Activity: An exact copy of the entries, with every picture omitted, is what is needed here.

Given records:

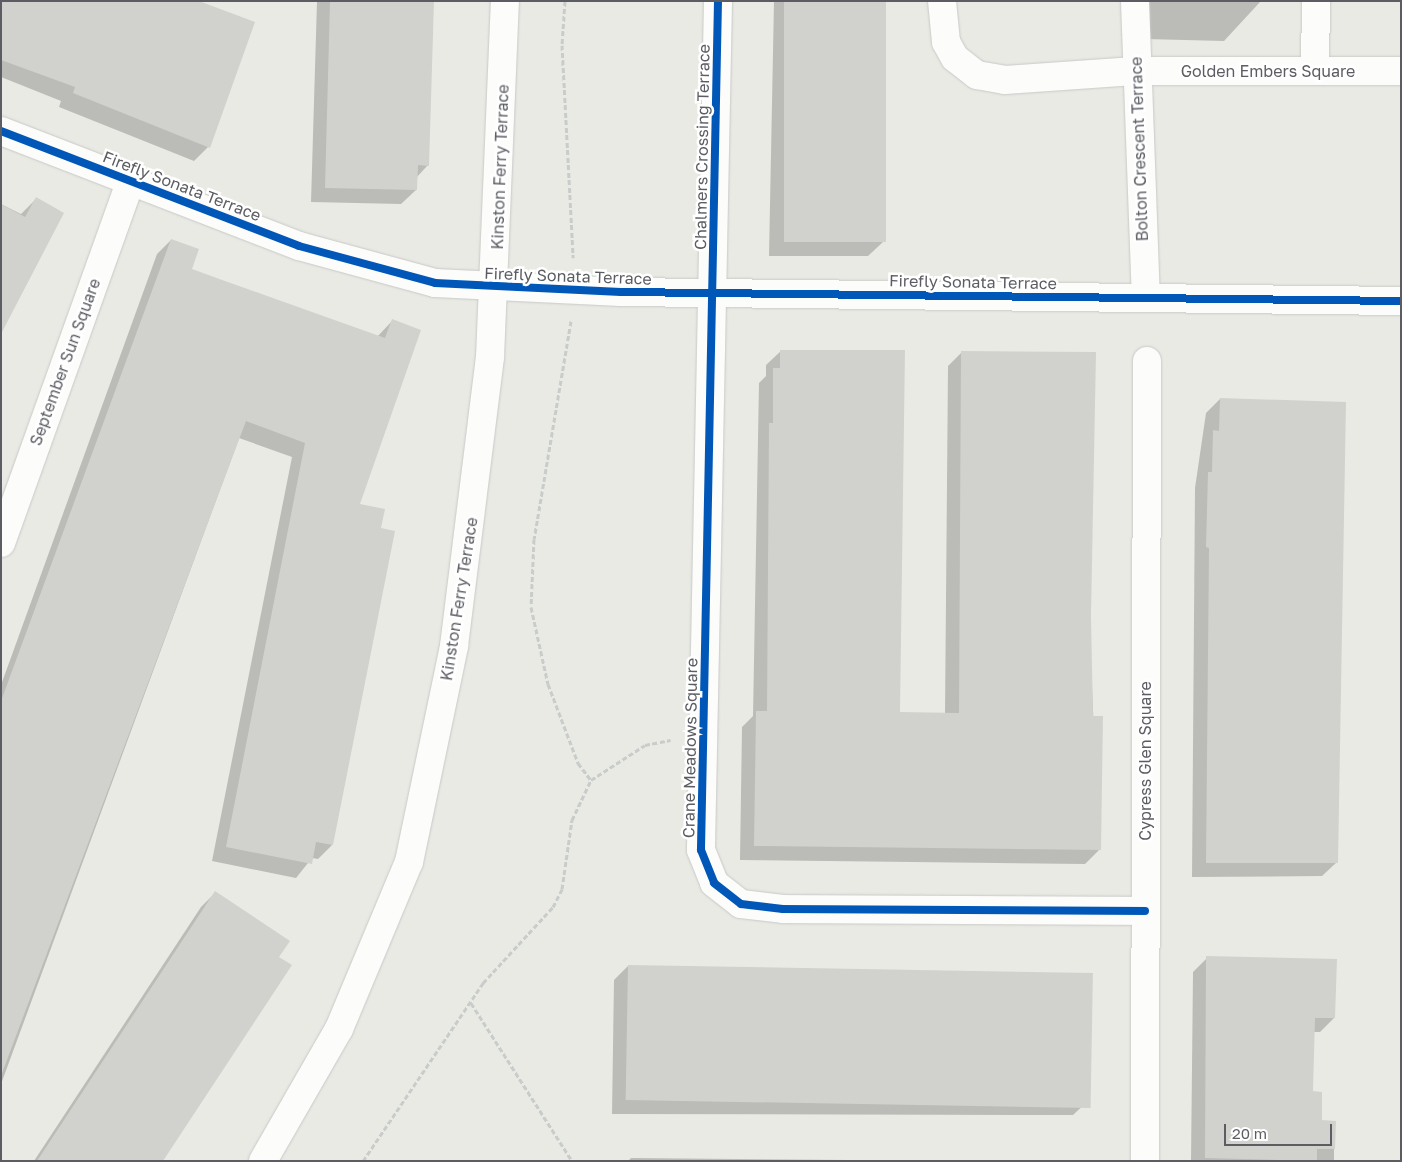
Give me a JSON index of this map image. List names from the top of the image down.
{
  "streets": {
    "street": [
      "Golden Embers Square",
      "Chalmers Crossing Terrace",
      "Bolton Crescent Terrace",
      "Kinston Ferry Terrace",
      "Firefly Sonata Terrace",
      "September Sun Square",
      "Crane Meadows Square",
      "Cypress Glen Square"
    ]
  },
  "crossings": [
    ["Golden Embers Square", "Bolton Crescent Terrace"],
    ["Chalmers Crossing Terrace", "Firefly Sonata Terrace"],
    ["Chalmers Crossing Terrace", "Crane Meadows Square"],
    ["Bolton Crescent Terrace", "Firefly Sonata Terrace"],
    ["Kinston Ferry Terrace", "Firefly Sonata Terrace"],
    ["Firefly Sonata Terrace", "September Sun Square"],
    ["Firefly Sonata Terrace", "Crane Meadows Square"],
    ["Crane Meadows Square", "Cypress Glen Square"]
  ],
  "scale_bar": "20 m"
}
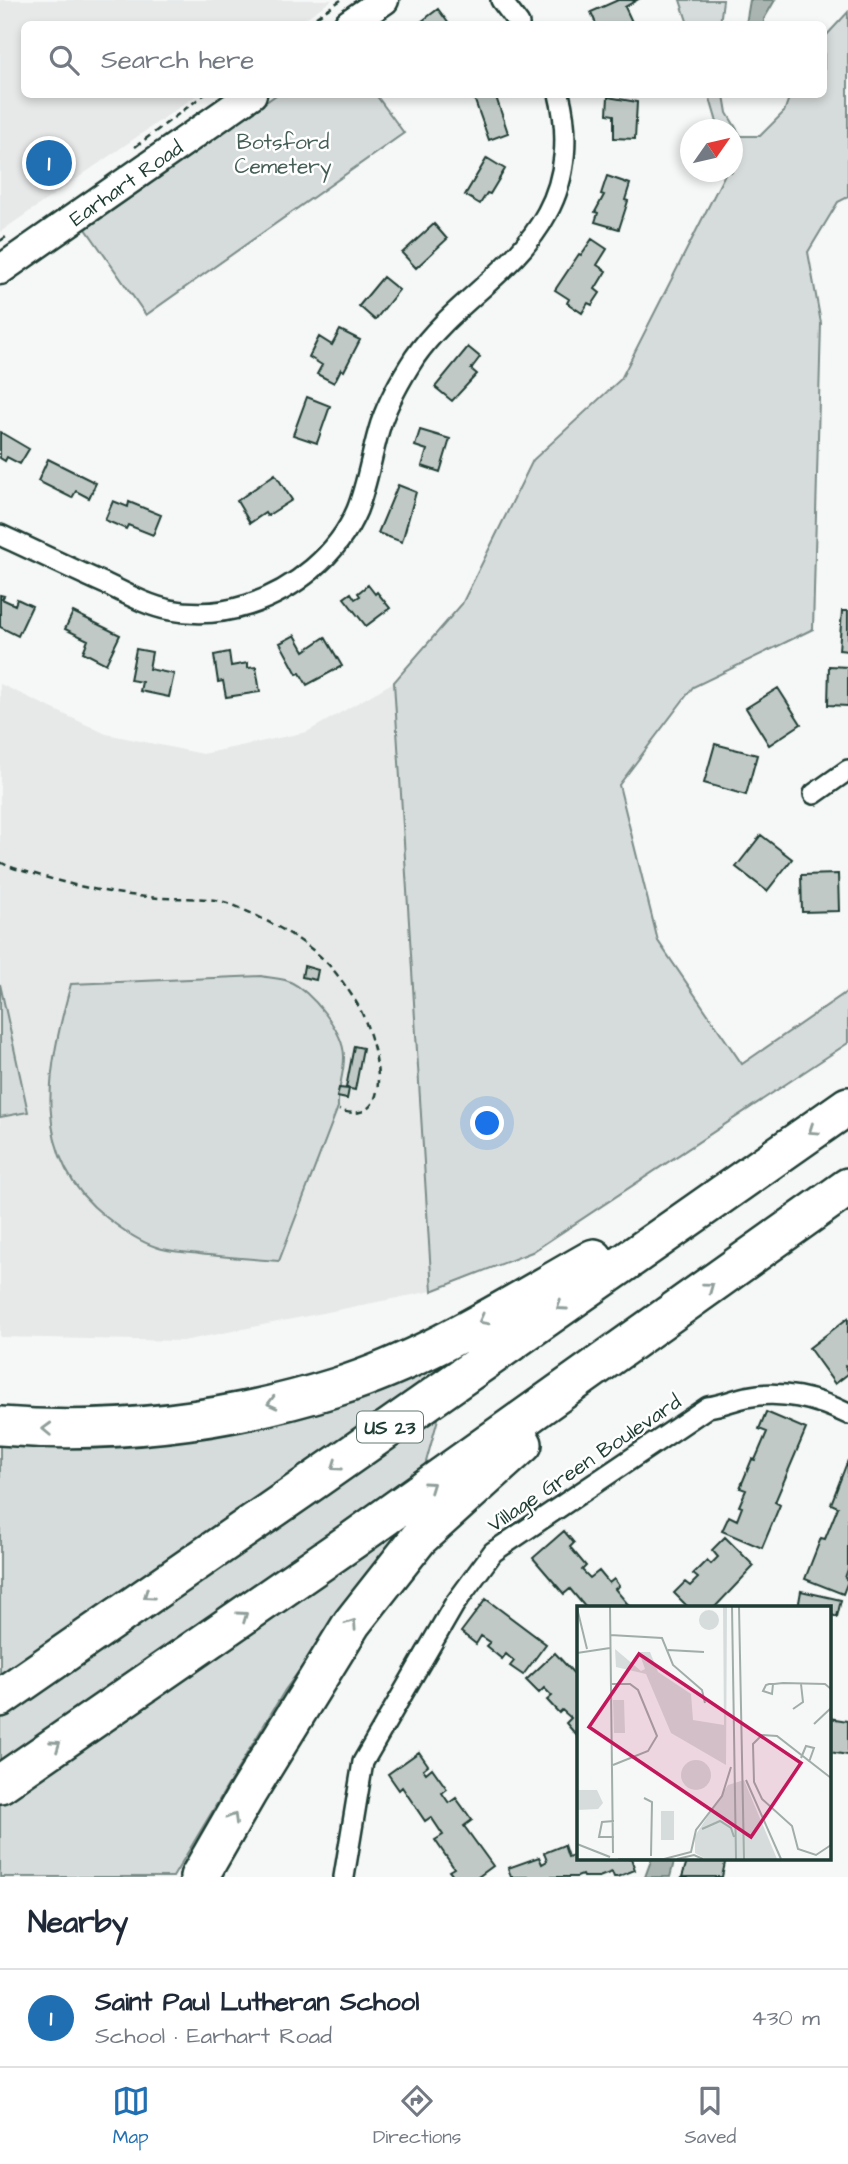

Solution to the exercise:
Give me a JSON index of this map image. List names from the top of the image down.
{
  "streets": {
    "street": [
      "Golden Embers Square",
      "Chalmers Crossing Terrace",
      "Bolton Crescent Terrace",
      "Kinston Ferry Terrace",
      "Firefly Sonata Terrace",
      "September Sun Square",
      "Crane Meadows Square",
      "Cypress Glen Square"
    ]
  },
  "crossings": [
    ["Golden Embers Square", "Bolton Crescent Terrace"],
    ["Chalmers Crossing Terrace", "Firefly Sonata Terrace"],
    ["Chalmers Crossing Terrace", "Crane Meadows Square"],
    ["Bolton Crescent Terrace", "Firefly Sonata Terrace"],
    ["Kinston Ferry Terrace", "Firefly Sonata Terrace"],
    ["Firefly Sonata Terrace", "September Sun Square"],
    ["Firefly Sonata Terrace", "Crane Meadows Square"],
    ["Crane Meadows Square", "Cypress Glen Square"]
  ],
  "scale_bar": "20 m"
}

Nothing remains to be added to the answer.